### Requirement
Everything from the opening line of the records below up to and including the line containing "ctx.lineCap = dash ? 'butt' : 'round';" should be retyped exactly, minus the pictures.
·····
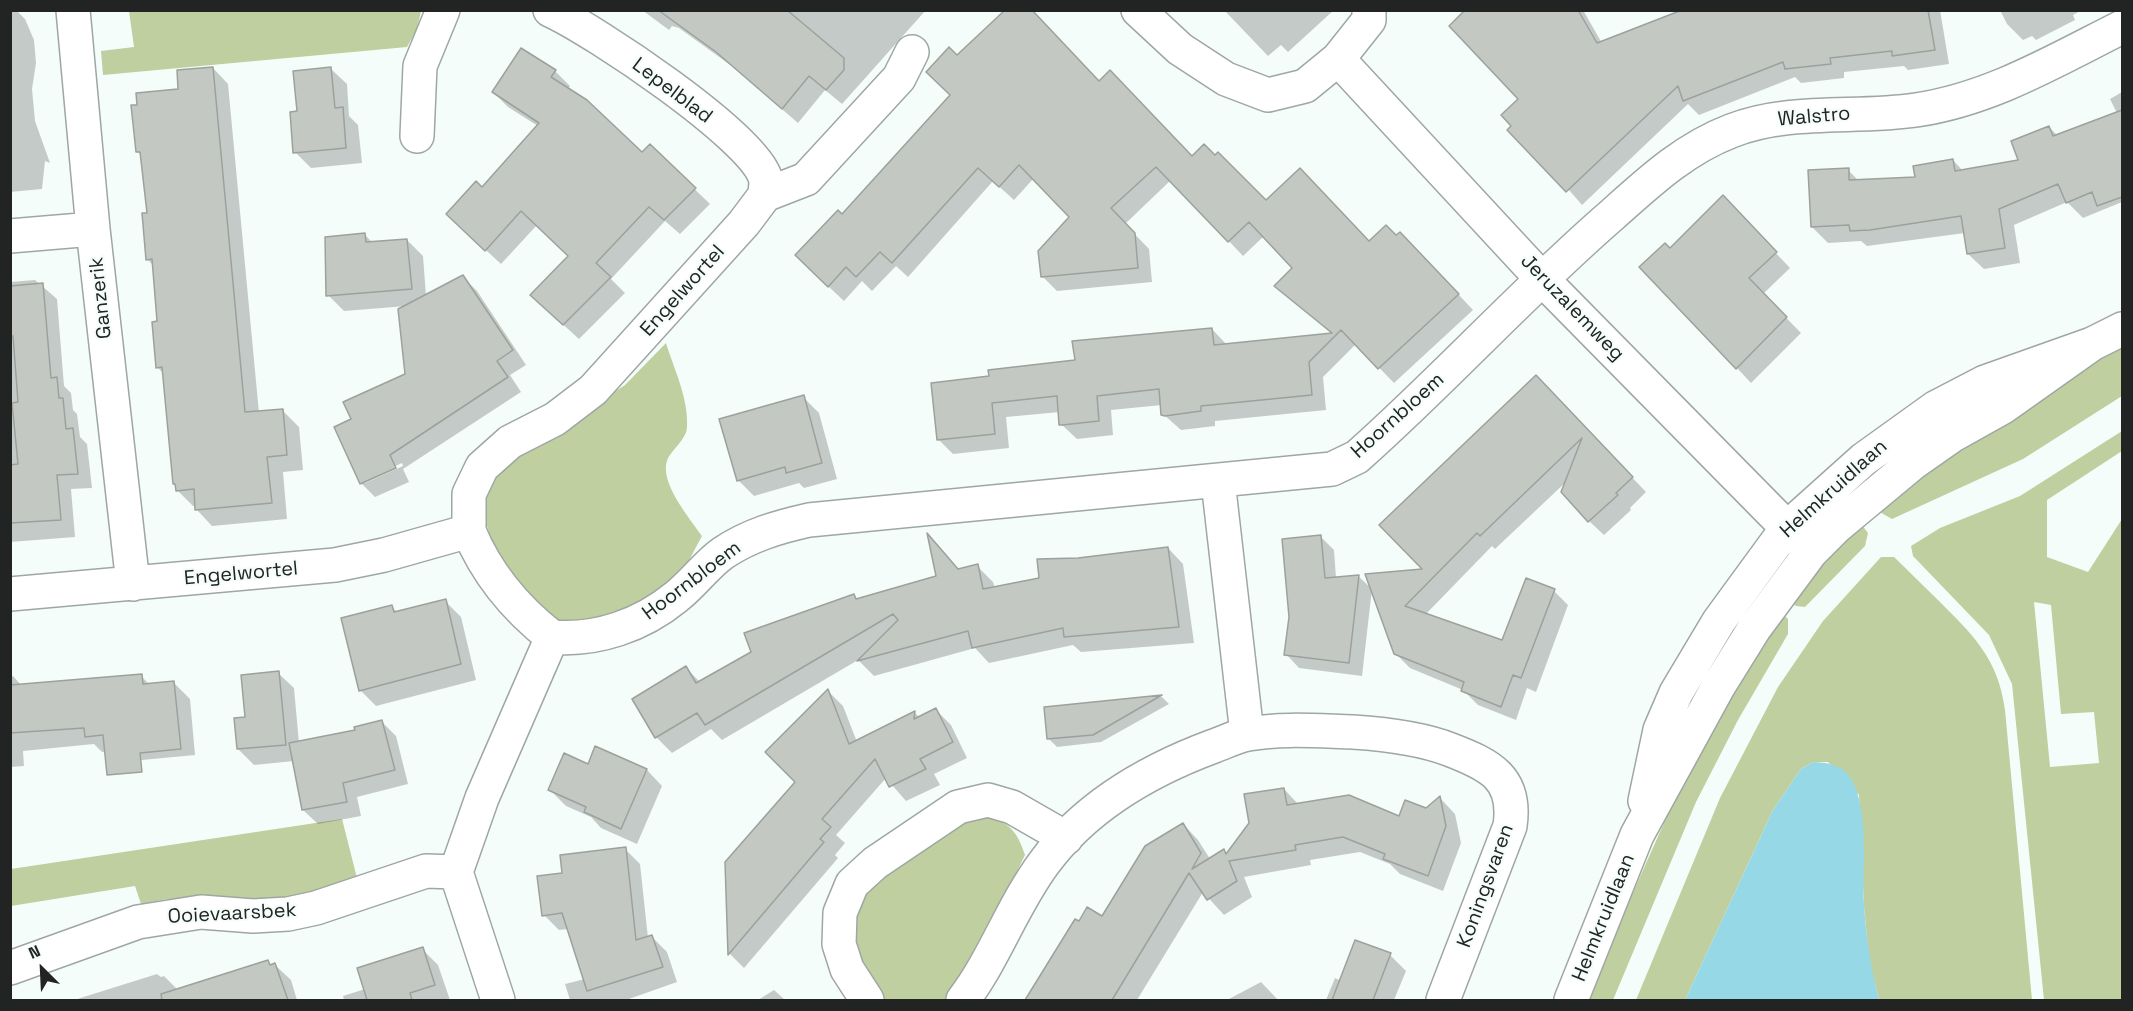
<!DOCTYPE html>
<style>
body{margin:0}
#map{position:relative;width:2133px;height:1011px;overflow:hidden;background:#f5fdfa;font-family:"Space Grotesk",sans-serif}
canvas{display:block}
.frame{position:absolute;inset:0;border:12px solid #212422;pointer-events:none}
.north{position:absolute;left:12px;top:939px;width:60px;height:60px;-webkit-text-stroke:4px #f5fdfa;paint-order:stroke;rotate:336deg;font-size:16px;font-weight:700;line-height:24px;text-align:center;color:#212422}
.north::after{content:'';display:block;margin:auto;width:21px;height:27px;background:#212422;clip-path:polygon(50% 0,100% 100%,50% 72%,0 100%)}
</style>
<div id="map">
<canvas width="2133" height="1011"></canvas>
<div class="frame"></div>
<div class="north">N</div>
</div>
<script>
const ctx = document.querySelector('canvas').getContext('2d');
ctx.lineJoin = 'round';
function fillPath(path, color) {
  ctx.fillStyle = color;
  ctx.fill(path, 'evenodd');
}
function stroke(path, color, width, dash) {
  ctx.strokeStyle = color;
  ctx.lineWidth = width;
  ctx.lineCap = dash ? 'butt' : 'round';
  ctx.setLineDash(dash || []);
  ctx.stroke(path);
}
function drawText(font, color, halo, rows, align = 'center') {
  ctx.font = font + ' "Space Grotesk",sans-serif';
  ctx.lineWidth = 4.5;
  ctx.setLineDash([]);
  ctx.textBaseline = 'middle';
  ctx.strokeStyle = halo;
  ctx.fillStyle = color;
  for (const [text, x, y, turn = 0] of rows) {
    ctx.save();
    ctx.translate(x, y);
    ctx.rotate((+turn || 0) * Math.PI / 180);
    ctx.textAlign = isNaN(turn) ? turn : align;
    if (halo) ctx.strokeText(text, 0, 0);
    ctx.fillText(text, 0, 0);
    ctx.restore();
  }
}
const green = new Path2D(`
 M129,11V10L421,11L417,29L407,47L103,75L101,51L134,47Z
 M666,343C674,369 689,399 687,428C686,438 676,446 670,455C654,477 689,517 702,536L687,564L674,580L642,603L616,616L568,625L555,619L515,584L493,548L482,507L487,488L511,460L625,385Z
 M2122,348V396L2023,459L1892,519L1871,507L2084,368Z
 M2122,431V451L2047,500V557L2088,572L2122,519V1000H2044L2012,684L1989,635L1913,556L1911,546L1940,528L2020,496ZM2034,602L2051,605L2061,714L2094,712L2099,763L2050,767Z
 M1858,520L1868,533L1865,546L1805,607L1796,606L1787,598Z
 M1881,557H1894C1909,571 1923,586 1938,600C1973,635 1998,658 2005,710L2032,1000H1879L1869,960L1864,906L1859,795L1828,762H1813L1801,769L1773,810L1685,1000H1636L1720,798L1778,687L1823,621Z
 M1779,611L1788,619V634L1738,720L1696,802L1613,1000H1589L1623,915L1680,787Z
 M978,817C1006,817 1017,830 1025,855L970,966L945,1000H886C877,987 860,970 856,954C852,940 850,923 855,909C867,875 945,830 978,817Z
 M342,819L357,878L285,901L167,899L141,904L135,886L11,906V869Z`);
const water = new Path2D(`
 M1813,762C1826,762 1842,765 1850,777C1870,808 1862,868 1864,904C1866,937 1871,969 1879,1000H1685L1773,810L1801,769Z`);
const shadow = new Path2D(`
 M10,10H16L25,19L34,40L36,63L32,89L35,121L50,163L45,161L42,189L10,192Z
 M642,10H926L842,104L825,90L798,123L733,67L679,28L672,26L669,30Z
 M1224,10H1334L1288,52L1281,45L1268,56Z
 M1467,10H1583L1603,45L1686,10H1940L1949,64L1908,70L1904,66L1844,72V78L1801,83L1795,77L1699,115L1688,104L1582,205L1513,126L1520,99Z
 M2000,10H2082L2073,15L2075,20L2036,40L2032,36L2023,40L2007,24Z
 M957,57L1099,82L1192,158L1266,202L1369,243L1397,237L1415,248L1473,310L1394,383L1356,344L1323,377L1326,410L1215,421V426L1181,430L1163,414L1162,405L1111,410L1113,435L1077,439L1061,424L1060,412L1006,417L1009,448L953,454L938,439L990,377L1076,362L1212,329L1227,345L1332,334L1276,286L1294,268L1264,236L1243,256L1171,180L1125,224L1149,249L1152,282L1057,291L1042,276L1071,217L1034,178L1014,200L993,181L908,277L896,266L872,291L862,281L844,301L811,270L842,216L952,95Z
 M213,68L228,84L259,413L283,411L299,427L303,470L283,472L287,519L212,526L197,510L196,506H193L177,490L174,484L164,374L157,367L159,323L154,266L147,259L149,214L142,156L137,151L180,90Z
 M331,69L347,84L349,116L358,125L362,163L311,168L295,152L299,113Z
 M555,71L570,86L568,89L642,154L650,146L710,204L680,234L665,221L611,279L625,293L579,339L547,310L570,256L537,225L501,264L463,229L482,189L538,126L508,107L493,92Z
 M2122,92V202L2083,218L2067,202L2014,225L2020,263L1984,269L1968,254L1965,233L1867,246L1861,241L1828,243L1812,227L1848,170L1859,181L1916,178L1953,160L1963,171L2021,161L2049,127L2058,136L2117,113L2110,99Z
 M1737,212L1790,268L1763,294L1801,333L1751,383L1737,368L1670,250Z
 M365,235L373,243L407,240L423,256L426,296L463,277L477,291L526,365L510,375L521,392L403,469L409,482L375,497L361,483L353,420L407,375V306L344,311L328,295ZM402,463L403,466L365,483V480Z
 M35,280L57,299L64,386L71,393L73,410L77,414L80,437L87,444L92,488L71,489L75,537L10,542V282Z
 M1551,392L1646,492L1630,508L1631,510L1604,535L1589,521L1567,481L1495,549L1492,546L1425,615L1503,642L1554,591L1568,605L1536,692L1527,688L1516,720L1478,705L1463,690L1410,668L1395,653L1367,575L1425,570Z
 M803,397L819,413L837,479L804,488L799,483L754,496L738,480Z
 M929,537L959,570L977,566L993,582L995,588L1041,579L1078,559L1168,548L1183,564L1194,643L1081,652L1073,645L989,663L975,648L874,676L858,660L722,740L711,729L672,753L656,737L686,668L701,683L854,595L858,600L938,577Z
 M1321,537L1334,550L1336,578L1358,576L1372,589L1362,676L1299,668L1286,654Z
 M445,601L461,617L476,680L376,706L360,690L392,607L398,613Z
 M278,673L294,688L299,743L356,731L382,722L396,736L408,784L357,797L361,816L318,824L303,810L294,761L254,765L238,749L247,719Z
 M13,676L22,686L141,676L150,685L174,683L190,699L195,755L121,762L111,751L102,752L94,744L23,751L24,766L10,767V677Z
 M828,691L843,706L857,742L915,713L920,718L936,710L951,725L967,758L934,774L940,785L906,801L886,778L836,835L845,843L835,855L838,858L744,968L730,954L726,863L797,782Z
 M1162,697L1169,704L1101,742L1057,747L1049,739L1046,709Z
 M589,766L647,770L662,786L637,844L601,828L591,817L566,806L550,790Z
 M1284,789L1299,805L1400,818L1427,810L1440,798L1455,814L1461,843L1443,891L1400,874L1390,864L1360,852L1310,860L1311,865L1244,877L1252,897L1224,915L1203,892L1137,1000H1026L1079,923L1102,918L1183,824L1198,840L1210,859L1224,851L1228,855Z
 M625,849L640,864L648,938L652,937L667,952L677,982L626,1000H570L565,984L585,979L569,929L559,930L544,915L564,875Z
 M422,949L438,965L450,1000H344L343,996L365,989Z
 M1390,955L1406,971L1394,1000H1326L1335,978L1341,981Z
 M267,962L271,966L275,965L291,980L297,1000H74L157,974L161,977L164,976L178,990Z
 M1261,982L1278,1000H1227Z
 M774,990L785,1000H758Z`);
const building = new Path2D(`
 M658,10H787L844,58V70L826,90L809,76L782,109L716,52Z
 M1005,10H1032L1099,81L1110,70L1192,156L1204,144L1215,155L1218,152L1266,200L1300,168L1369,241L1386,225L1396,235L1400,232L1459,294L1378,369L1341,330L1309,362L1312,395L1201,406V411L1165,416L1161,415L1159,389L1097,396L1099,421L1062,425H1059L1057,396L992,403L995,434L937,440L931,383L989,376L988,370L1075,360L1072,341L1212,328L1214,345L1332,333L1274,286L1292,268L1249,222L1228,242L1156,167L1111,208L1135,233L1138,268L1041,277L1038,251L1069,217L1019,165L999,187L978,168L892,263L880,252L856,277L846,267L828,287L795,255L838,210L842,214L950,95L926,72L949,47L957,55Z
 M1465,10H1578L1597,43L1682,10H1928L1935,50L1892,56V51L1830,58L1831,64L1785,69L1783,62L1683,101L1678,86L1566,192L1507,130L1511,126L1501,115L1518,99L1449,26Z
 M521,48L556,70L551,77L587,100L642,152L650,144L696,188L664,220L649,207L596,263L611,277L563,325L530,295L568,256L521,211L485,251L446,214L476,181L482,187L539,123L492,92Z
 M213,67L245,412L283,409L287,455L267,457L272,503L195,510L194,489L176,491L175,484H173L162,367L156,368L152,322L157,321L152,259L146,260L142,213H147L140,152H136L131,105H137L136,93L178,89L177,70Z
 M331,67L335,108L343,107L346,148L293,153L290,112L297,111L293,71Z
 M2122,110V197L2097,206L2092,192L2066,203L2058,184L1999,209L2005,248L1967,254L1961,216L1870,230L1850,231L1849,225L1811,227L1808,170L1849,168V180L1915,177L1913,166L1953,159L1955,171L2018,160L2011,141L2049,126L2053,136Z
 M1723,195L1777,252L1749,278L1787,317L1736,369L1639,267L1665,243L1670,248Z
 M365,233L366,242L407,239L412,289L326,296L325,237Z
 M463,275L513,350L497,361L508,377L390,455L396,468L360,484L334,427L351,419L343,402L405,374L398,309Z
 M43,283L51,378L57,377L59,398H63L66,429L73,428L78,474L57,475L61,520L10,523V465L18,464L12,403L18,402L13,336H10V286Z
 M1536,375L1633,477L1616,493L1618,495L1588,522L1561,492L1582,438L1480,536L1477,533L1405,606L1502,640L1526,578L1555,589L1521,678L1513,675L1501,707L1461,691L1464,682L1394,654L1365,574L1422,569L1379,525Z
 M804,395L822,463L786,473L785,467L737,481L719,419Z
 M927,533L958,569L978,564L983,589L1039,578L1037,559L1078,558L1168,547L1179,627L1064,637L1063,628L972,648L968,631L857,661L898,620L893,614L705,725L697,713L655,738L632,699L686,666L696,683L751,652L744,633L854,594L856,599L936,576Z
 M1321,535L1325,578L1359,575L1349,663L1284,655L1289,617L1282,539Z
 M446,599L461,664L359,691L341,618L392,605L394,612Z
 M279,671L286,745L237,749L234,718L245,717L241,675Z
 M142,674L143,684L174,681L181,749L140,753L142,772L107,775L103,735L85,737L84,728L10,733V685Z
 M828,689L849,744L915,711L914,719L936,708L953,742L920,759L926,769L889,787L875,759L822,819L831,827L820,839L824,842L728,955L725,862L795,782L765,752Z
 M1162,695L1093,735L1047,739L1044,707Z
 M382,720L395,770L343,783L347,802L302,810L289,743L355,730L354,727Z
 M595,746L647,769L621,829L584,812L586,807L548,790L564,753L588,764Z
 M1284,788L1287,805L1349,795L1399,816L1405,800L1426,808L1440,796L1446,826L1428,876L1383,859L1385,854L1343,837L1295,845L1296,850L1229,861L1237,881L1207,900L1189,873L1112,1000H1025L1075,919L1079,921L1087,907L1102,916L1145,846L1183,823L1201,853L1192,869L1224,849L1226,854L1249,823L1244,794Z
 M626,847L636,940L652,935L663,967L587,991L562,913L542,916L537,876L562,873L560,855Z
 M1355,940L1391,953L1373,1000H1332Z
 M423,947L435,985L410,993L412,1000H367L357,968Z
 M268,960L270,965L275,963L288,1000H162L161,994Z`);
const minor = new Path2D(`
 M73,10L93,229L133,584
 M550,10C594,30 751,135 765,177C767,182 765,189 765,195
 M1138,10L1180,49L1226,79L1268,95L1305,86L1338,59L1369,20V10
 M1338,59L1542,279L1808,549
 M417,136L420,66L443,10
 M10,236L93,229
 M1218,481L1247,734
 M469,531C487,575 515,608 552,637
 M10,594L335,565L384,555L469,531V494L482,467L510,442L555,419L593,390L744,223L765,195L806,179L899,78L912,52
 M10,968L138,922L201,912L253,916L288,914L316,908L426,871L456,872
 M498,1000L456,872L482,798L552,637C597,641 642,625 676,597C693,584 706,565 723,553C750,535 778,527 809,520L1332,469L1357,457C1445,379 1523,292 1612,215C1649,182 1684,149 1731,131C1790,108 1855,119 1916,110C1991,99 2056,60 2122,27
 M867,1000L847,969L839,944L840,913L852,884L875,863L958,807L988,800L1012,807L1066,838
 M963,1000C995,958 1012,906 1044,863C1085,807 1149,770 1214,746C1225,742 1237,736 1248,734C1282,728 1318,731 1353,732C1384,734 1421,738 1451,750C1490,765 1517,778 1510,826L1443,1000`);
const tertiary = new Path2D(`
 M1645,801L1660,730L1676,693L1719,621L1787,528L1864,459L1935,408L1985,382L2092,344L2122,329
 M1571,1000L1637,835L1718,687L1754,629L1811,552L1836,527L1913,463L1953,435L2003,407L2092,344`);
const streetNames = [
 ["Lepelblad",672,91,37],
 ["Walstro",1814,117,-5],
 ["Engelwortel",683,291,-48],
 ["Ganzerik",101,298,-96],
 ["Jeruzalemweg",1572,308,46],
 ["Hoornbloem",1398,416,-42],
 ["Helmkruidlaan",1834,489,-42],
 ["Engelwortel",241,574,-5],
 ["Hoornbloem",692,581,-37],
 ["Koningsvaren",1486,886,-70],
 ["Ooievaarsbek",232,914,-3],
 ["Helmkruidlaan",1604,918,-68]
];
fillPath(green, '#bfcf9f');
fillPath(water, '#97d8e7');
fillPath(shadow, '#0003');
fillPath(building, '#c3c8c3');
stroke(building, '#9ca19c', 1.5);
stroke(minor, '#9fa7a3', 36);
stroke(tertiary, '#9fa7a3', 36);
stroke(minor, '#fff', 33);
stroke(tertiary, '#fff', 33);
drawText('20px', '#212422', '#f5fdfa', streetNames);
</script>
·····
### Answer section
<!DOCTYPE html>
<style>
body{margin:0}
#map{position:relative;width:2133px;height:1011px;overflow:hidden;background:#f5fdfa;font-family:"Space Grotesk",sans-serif}
canvas{display:block}
.frame{position:absolute;inset:0;border:12px solid #212422;pointer-events:none}
.north{position:absolute;left:12px;top:939px;width:60px;height:60px;-webkit-text-stroke:4px #f5fdfa;paint-order:stroke;rotate:336deg;font-size:16px;font-weight:700;line-height:24px;text-align:center;color:#212422}
.north::after{content:'';display:block;margin:auto;width:21px;height:27px;background:#212422;clip-path:polygon(50% 0,100% 100%,50% 72%,0 100%)}
</style>
<div id="map">
<canvas width="2133" height="1011"></canvas>
<div class="frame"></div>
<div class="north">N</div>
</div>
<script>
const ctx = document.querySelector('canvas').getContext('2d');
ctx.lineJoin = 'round';
function fillPath(path, color) {
  ctx.fillStyle = color;
  ctx.fill(path, 'evenodd');
}
function stroke(path, color, width, dash) {
  ctx.strokeStyle = color;
  ctx.lineWidth = width;
  ctx.lineCap = dash ? 'butt' : 'round';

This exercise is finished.